Revolt Against the Robot Uprising ? The key to defeating robots -in movies and in real life- is doing what they can’t (via Entrepreneur.com)

Why You Should Revolt Against the ‘Robot Uprising’

According to statistics from the Bureau of Labor Statistics, the manufacturing industry lost 2.3 million jobs in the most recent recession. Since then, factories have only regained 526,000 jobs, a sad sign of Jobs’ visionary nature. A promotional video on the Mac Pro’s assembly clearly shows what led Apple to produce the new computers in the U.S.: robots, not people. An ambidextrous Fanuc M-710iC swings the Mac Pro’s machined aluminum casing from station to station. The metal is polished by Guyson Corporation’s blast-finishing robots.
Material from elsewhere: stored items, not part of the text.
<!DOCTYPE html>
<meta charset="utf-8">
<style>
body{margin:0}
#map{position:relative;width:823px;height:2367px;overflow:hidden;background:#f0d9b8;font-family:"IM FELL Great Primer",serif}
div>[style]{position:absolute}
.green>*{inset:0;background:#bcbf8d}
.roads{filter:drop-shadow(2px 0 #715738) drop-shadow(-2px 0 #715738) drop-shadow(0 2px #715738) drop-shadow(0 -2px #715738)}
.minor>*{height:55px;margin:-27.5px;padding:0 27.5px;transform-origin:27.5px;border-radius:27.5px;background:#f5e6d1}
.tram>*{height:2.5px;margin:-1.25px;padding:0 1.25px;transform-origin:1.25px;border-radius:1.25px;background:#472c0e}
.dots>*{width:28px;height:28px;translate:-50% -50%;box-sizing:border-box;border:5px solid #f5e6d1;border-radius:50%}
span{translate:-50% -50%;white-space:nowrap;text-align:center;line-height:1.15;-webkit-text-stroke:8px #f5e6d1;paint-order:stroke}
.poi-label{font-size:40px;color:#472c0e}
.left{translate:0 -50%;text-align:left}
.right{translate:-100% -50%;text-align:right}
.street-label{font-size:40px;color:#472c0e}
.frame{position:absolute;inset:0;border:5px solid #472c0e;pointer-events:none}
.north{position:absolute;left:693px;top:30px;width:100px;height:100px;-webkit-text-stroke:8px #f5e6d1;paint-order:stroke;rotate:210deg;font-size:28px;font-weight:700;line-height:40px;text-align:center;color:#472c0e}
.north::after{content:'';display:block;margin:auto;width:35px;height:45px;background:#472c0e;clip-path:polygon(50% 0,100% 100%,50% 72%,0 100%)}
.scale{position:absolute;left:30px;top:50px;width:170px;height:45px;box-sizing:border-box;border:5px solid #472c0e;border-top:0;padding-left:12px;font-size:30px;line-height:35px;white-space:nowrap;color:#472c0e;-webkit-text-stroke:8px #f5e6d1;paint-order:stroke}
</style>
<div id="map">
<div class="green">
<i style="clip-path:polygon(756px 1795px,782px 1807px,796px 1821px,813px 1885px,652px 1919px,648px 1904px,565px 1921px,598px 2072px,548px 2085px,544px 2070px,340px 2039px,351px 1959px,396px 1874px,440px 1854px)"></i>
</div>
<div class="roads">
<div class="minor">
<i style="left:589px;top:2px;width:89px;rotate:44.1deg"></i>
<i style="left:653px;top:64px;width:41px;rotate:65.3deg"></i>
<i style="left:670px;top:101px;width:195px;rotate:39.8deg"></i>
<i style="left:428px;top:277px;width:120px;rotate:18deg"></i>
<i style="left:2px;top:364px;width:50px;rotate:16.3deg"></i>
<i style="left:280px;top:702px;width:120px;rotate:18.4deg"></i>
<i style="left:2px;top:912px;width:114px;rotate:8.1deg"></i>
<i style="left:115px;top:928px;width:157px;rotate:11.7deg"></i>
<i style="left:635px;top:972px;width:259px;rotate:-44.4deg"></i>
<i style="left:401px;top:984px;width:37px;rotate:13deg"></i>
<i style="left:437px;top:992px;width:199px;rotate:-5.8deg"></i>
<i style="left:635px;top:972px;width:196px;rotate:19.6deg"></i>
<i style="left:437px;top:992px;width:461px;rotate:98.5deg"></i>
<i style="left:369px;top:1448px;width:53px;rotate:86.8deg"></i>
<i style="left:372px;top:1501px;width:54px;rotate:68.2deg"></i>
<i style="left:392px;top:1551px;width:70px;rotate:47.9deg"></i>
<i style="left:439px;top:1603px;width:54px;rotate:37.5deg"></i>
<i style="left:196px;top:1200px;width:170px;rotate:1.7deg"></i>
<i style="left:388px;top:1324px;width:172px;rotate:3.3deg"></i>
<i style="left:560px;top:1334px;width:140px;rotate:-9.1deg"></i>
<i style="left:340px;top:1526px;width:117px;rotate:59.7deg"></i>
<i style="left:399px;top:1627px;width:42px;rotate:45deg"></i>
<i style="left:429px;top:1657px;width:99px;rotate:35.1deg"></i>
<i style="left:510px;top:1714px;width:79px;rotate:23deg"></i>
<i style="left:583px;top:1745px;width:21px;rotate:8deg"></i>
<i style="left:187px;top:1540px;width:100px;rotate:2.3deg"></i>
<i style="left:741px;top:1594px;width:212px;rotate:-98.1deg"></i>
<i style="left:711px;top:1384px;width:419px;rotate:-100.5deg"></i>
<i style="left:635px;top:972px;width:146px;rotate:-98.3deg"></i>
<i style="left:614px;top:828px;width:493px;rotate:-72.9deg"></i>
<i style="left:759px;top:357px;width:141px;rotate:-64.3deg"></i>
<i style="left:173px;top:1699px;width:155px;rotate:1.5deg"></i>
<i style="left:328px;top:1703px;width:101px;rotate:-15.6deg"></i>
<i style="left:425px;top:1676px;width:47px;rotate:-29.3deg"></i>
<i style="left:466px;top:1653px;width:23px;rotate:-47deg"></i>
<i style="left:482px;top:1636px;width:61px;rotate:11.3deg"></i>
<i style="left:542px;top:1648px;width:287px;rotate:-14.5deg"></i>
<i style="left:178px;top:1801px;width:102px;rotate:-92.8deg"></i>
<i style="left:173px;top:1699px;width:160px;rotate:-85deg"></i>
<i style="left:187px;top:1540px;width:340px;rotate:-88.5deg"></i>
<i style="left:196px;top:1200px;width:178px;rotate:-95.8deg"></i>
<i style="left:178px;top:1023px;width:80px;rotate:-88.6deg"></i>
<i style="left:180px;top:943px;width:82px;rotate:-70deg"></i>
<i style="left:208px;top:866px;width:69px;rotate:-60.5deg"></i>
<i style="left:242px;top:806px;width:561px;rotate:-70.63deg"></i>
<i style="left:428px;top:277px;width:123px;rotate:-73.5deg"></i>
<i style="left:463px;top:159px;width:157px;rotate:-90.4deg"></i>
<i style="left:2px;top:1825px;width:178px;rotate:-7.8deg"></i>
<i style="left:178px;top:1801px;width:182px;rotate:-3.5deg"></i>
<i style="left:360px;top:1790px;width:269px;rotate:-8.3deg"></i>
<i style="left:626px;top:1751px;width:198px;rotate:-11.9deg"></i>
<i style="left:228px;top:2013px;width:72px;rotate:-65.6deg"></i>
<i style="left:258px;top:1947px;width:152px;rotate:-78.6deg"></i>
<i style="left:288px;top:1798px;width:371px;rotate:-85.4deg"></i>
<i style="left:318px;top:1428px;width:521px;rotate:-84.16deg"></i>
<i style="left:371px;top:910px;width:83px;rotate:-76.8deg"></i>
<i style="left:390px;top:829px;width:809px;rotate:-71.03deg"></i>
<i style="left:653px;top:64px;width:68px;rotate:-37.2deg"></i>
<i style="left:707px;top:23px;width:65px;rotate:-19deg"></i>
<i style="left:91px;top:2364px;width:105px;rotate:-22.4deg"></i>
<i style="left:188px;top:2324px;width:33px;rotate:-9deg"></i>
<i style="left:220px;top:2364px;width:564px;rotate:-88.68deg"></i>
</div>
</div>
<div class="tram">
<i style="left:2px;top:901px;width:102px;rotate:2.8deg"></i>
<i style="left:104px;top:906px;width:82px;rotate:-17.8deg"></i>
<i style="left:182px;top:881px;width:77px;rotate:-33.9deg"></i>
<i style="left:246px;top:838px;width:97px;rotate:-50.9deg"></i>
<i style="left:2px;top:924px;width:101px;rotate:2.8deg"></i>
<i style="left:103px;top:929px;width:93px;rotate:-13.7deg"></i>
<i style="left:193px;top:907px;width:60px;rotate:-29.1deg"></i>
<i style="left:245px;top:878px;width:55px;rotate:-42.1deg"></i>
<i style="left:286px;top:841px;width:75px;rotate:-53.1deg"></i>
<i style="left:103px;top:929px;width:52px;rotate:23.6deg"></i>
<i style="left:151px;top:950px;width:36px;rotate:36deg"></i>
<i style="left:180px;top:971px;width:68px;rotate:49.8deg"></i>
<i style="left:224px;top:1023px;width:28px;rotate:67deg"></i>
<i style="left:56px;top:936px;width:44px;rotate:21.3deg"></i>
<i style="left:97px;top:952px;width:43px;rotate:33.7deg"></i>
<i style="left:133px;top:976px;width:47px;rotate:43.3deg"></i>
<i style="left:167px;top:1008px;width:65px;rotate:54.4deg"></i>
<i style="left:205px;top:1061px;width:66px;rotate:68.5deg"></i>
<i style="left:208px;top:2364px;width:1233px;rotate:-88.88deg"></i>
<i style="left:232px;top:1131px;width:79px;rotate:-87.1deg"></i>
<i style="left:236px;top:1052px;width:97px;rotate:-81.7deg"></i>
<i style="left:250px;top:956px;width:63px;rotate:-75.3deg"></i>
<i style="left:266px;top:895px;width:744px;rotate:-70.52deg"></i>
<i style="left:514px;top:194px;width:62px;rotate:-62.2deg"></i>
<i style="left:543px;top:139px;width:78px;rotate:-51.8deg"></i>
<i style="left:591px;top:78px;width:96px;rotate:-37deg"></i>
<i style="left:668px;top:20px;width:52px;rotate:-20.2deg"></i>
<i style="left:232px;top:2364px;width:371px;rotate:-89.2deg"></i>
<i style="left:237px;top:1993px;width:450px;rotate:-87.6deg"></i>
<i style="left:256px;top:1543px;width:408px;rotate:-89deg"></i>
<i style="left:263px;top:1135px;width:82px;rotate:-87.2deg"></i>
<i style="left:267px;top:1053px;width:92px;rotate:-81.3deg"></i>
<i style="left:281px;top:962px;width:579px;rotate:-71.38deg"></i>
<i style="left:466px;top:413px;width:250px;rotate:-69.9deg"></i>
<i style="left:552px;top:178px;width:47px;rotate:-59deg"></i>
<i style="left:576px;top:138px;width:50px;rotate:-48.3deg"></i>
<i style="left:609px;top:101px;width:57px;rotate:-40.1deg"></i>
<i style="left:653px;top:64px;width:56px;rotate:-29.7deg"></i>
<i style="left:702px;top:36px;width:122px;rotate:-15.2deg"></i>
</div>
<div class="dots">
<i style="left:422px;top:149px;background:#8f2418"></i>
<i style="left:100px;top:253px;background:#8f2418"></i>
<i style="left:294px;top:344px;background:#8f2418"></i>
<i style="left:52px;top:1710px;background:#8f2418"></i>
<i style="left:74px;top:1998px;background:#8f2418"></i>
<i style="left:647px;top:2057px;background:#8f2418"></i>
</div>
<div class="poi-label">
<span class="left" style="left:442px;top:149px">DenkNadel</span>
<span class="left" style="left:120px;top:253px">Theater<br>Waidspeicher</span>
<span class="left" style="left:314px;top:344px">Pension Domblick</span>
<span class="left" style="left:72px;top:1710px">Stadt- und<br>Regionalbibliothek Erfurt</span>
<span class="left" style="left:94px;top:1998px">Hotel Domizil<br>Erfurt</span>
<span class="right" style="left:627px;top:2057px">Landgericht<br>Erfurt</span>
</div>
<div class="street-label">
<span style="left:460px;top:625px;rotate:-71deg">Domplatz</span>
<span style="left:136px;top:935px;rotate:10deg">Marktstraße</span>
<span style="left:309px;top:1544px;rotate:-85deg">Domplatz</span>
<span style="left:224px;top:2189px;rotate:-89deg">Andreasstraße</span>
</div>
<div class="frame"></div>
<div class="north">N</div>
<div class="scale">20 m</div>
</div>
And components are placed on the circuit boards by Jot Automation machines…. According to a Sept. 2013 Oxford University study, computerization puts 47 percent of total U.S. employment at risk of termination. Meanwhile, small businesses will scramble to keep up. But instead of joining the robot workforce, entrepreneurs can firewall their operations by cyborg-proofing their companies. According to the Oxford study, “occupations that involve complex perception and manipulation tasks, creative intelligence tasks, and social intelligence tasks are unlikely to be substituted by computer capital over the next decade or two.” So the key to defeating robots — in the movies and in real life — is doing what they can’t. To survive the robot invasion, small businesses need to maximize consumer reliance on these innate human abilities, as well as highlight them within their company’s products and services. According to the Oxford research, companies that ply in fine arts, originality, negotiation, persuasion, social perceptiveness and assisting or caring for others are in the least danger of being overtaken by Schwarzenegger-like T-800 cybernetic organisms…In fact, in its quest to make the perfect cup of coffee, Briggo is developing an automated coffee shop — a concept so efficient, you’d think Starbucks would have already invented it. No way says Starbucks Chief Executive Howard Schultz: “I cannot envision a time at Starbucks where we would have machines of any kind that would replace the people who are engaging with our customers.